Some of Our Current Work Includes:
Surgical Workforce Projections
The objective of this project is to analyze historical trends of the surgical workforce and project the future supply by subspecialty, gender, race, location and in contrast to projections of other medical specialties. The Bureau of Health Professions' Physician Supply Model will be assessed for methodological and theoretical guidance, and the product will be an alternative method of projecting supply using American Medical Association, American Board of Medical Specialties, and other data sources.
Developing an Index of Surgical Underservice
The objective of this research is to identify geographic patterns in the availability of surgical services and examine factors related to supply.

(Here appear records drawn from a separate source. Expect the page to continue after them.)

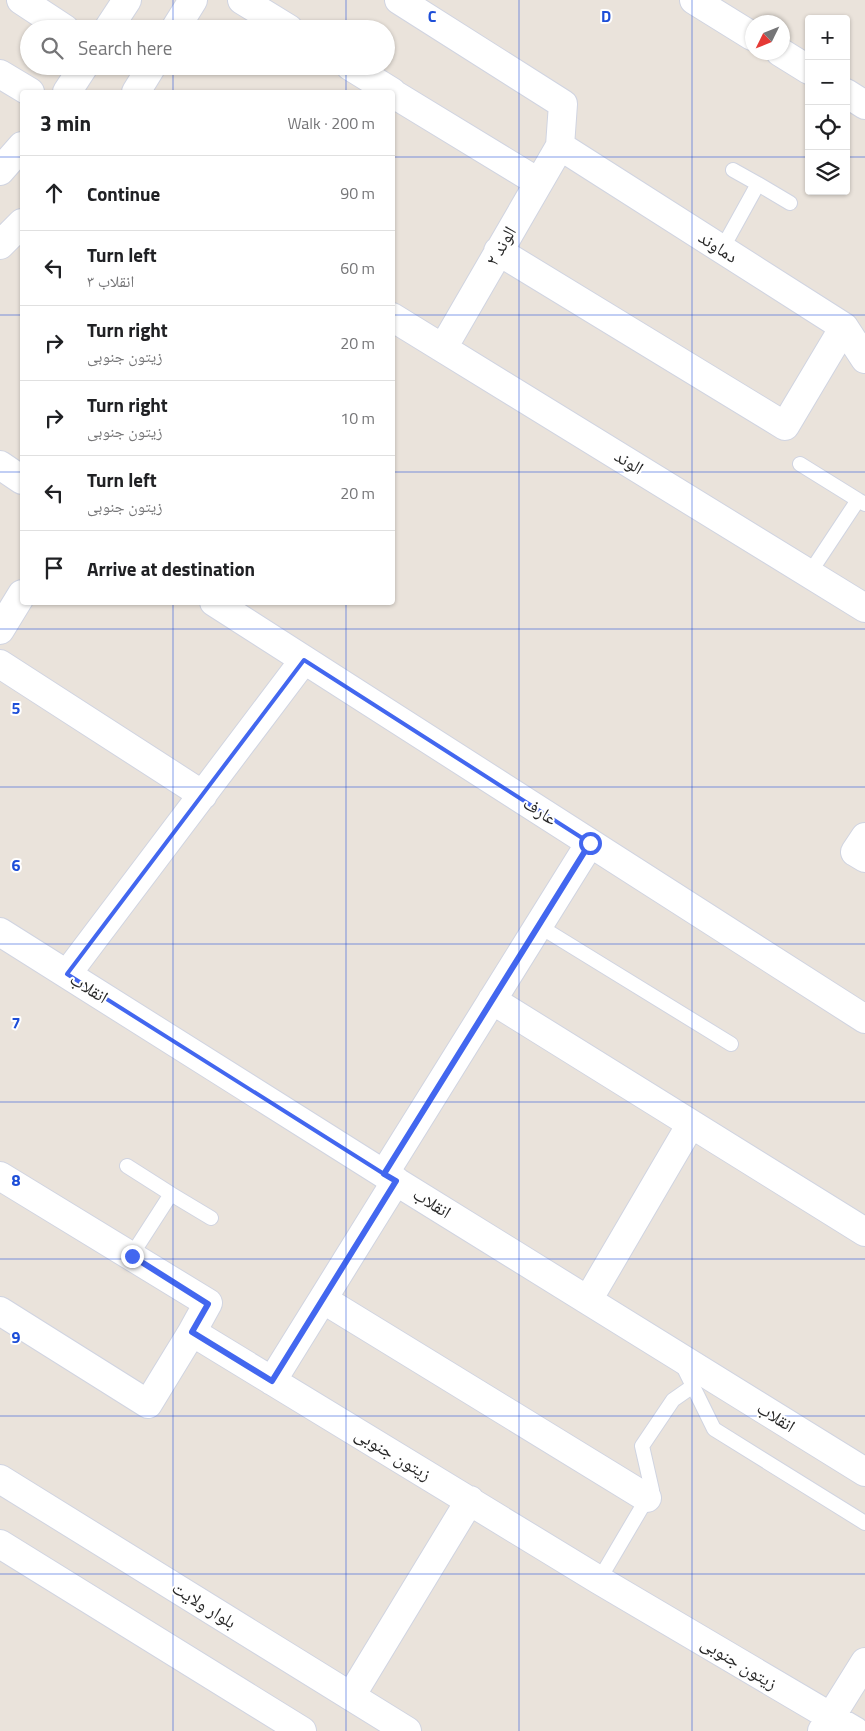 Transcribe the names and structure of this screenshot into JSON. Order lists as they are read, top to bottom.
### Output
{
  "streets": {
    "street": [
      "الوند ۲",
      "دماوند",
      "الوند",
      "عارف",
      "انقلاب",
      "زیتون جنوبی",
      "بلوار ولایت"
    ]
  },
  "crossings": [
    ["الوند ۲", "دماوند"],
    ["الوند ۲", "الوند"]
  ],
  "north": "bottom left",
  "page": {
    "map_buttons": ["+", "−"],
    "search": "Search here",
    "heading": ["3 min", "Walk · 200 m"],
    "list": [
      ["Continue", "90 m"],
      ["Turn left", "انقلاب ۳", "60 m"],
      ["Turn right", "زیتون جنوبی", "20 m"],
      ["Turn right", "زیتون جنوبی", "10 m"],
      ["Turn left", "زیتون جنوبی", "20 m"],
      "Arrive at destination"
    ]
  },
  "grid": {
    "columns": ["C", "D"],
    "rows": [
      "5",
      "6",
      "7",
      "8",
      "9"
    ]
  }
}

Analyses will attempt to a develop method for modeling per-capita surgical need based on county level characteristics (population, health care infrastructure) and then analyzing and characterizing the adequacy of current surgical supply with respect to the estimate of need.
Analysis of Trends in Utilization of Surgical Services in North Carolina and the U.S. between 1997-2008
Numerous studies, particularly those produced by the Dartmouth Atlas workgroup, have demonstrated variation in the provision of health care services in the U.S. The objective of this study is to examine longitudinal and geographic variation in high-volume procedures (orthopedic, cardiovascular, and oncology) in North Carolina between 1997 and 2008.The study seeks to estimate the effect of technological innovations, changes in practice patterns, payment policy changes, and patient, provider and area population characteristics on utilization of services. Bivariate and multivariate (including hierarchical and spatial regression) techniques will be employed to estimate variation in procedure rates.
Variation in Outcomes for Surgery Sensitive Conditions Associated with Access to Hospital-Based Surgical Services
This study aims to examine the effect of the availability of local general surgical expertise on patient outcomes for select “surgery sensitive” disease processes. Inpatient hospital discharge data for adults diagnosed with one of six "surgery sensitive" (appendicitis, peritonitis, nonreducible hernia, bowel obstruction, ruptured spleen and necrotizing fasciitis) or two reference conditions (cholecystitis and non-obstructed hernia) will be analyzed with respect to length of stay, stage of illness, and diagnoses for complications.Logistic regression analysis will be conducted to estimate the effect of access to a surgeon on several outcome variables for surgery sensitive and reference conditions.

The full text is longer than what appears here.